» WORK TASK: Which lines in the records below contain the word "note"? Copy each one.

##########

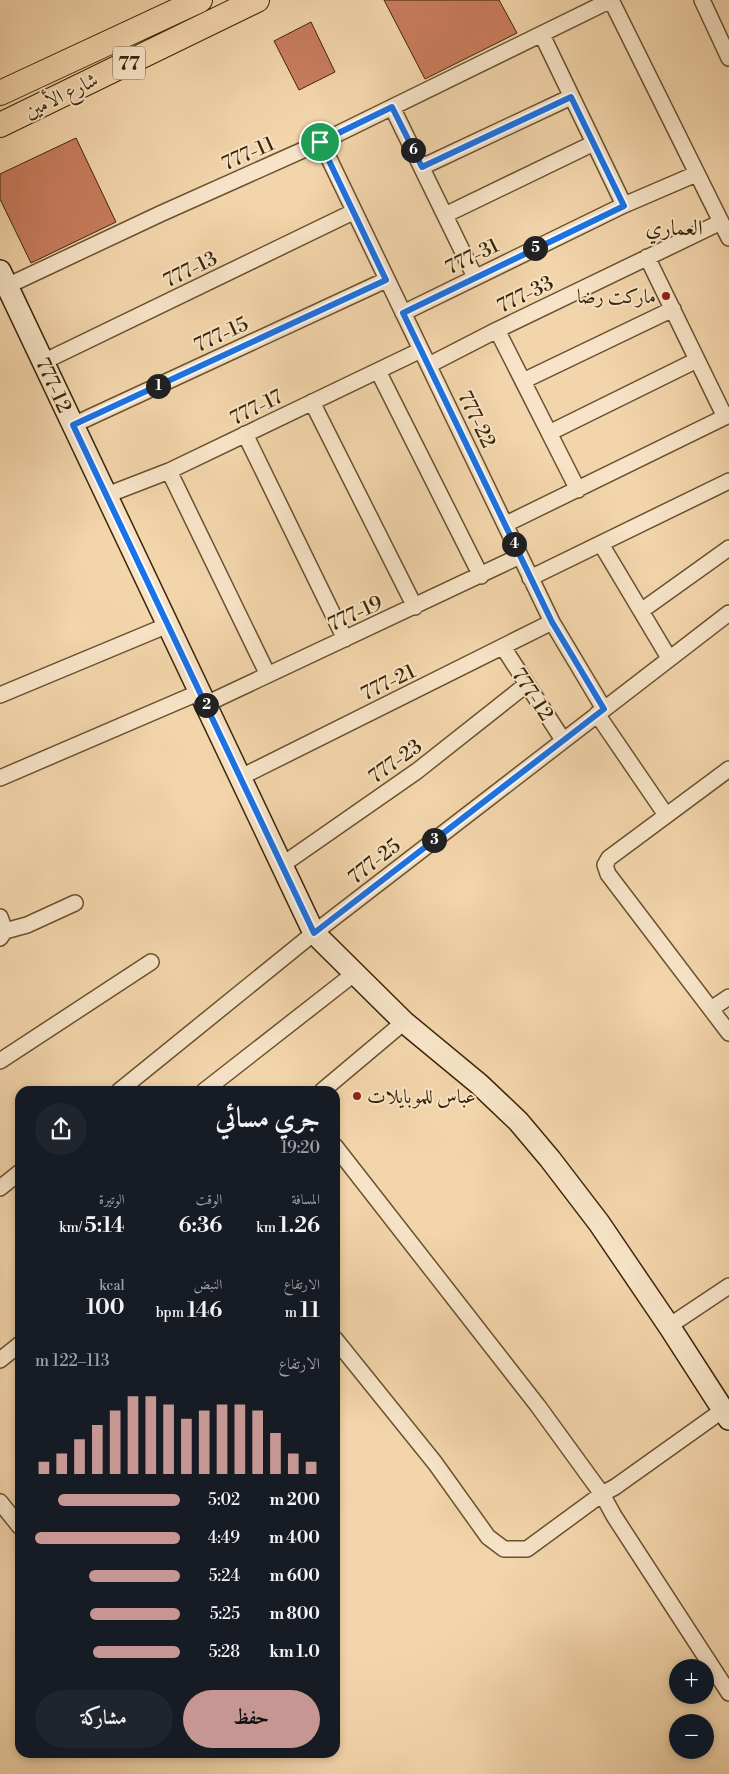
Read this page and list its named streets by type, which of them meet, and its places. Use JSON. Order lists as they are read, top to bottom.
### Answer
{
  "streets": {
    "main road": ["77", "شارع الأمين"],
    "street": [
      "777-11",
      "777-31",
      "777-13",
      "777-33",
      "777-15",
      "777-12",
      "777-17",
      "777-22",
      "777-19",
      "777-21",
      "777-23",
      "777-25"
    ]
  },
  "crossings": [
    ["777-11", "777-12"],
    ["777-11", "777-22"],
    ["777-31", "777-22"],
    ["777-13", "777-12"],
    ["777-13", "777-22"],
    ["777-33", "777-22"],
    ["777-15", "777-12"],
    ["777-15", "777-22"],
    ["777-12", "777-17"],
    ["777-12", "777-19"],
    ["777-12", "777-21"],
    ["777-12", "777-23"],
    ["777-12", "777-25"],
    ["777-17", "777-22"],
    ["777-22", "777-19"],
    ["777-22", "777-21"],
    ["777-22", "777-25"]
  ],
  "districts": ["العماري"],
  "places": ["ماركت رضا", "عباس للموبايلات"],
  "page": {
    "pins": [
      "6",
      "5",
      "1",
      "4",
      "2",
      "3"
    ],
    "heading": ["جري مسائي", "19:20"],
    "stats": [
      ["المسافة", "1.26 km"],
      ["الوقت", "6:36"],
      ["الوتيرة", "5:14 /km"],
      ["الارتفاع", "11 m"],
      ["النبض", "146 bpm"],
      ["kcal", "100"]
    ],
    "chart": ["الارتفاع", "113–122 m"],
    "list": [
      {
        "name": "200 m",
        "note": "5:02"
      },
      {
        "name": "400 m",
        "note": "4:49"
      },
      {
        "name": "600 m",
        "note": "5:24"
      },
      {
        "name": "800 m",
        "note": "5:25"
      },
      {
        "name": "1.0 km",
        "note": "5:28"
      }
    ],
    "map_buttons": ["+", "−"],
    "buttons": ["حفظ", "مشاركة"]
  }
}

##########

» ANSWER BELOW:
        "note": "5:02"
        "note": "4:49"
        "note": "5:24"
        "note": "5:25"
        "note": "5:28"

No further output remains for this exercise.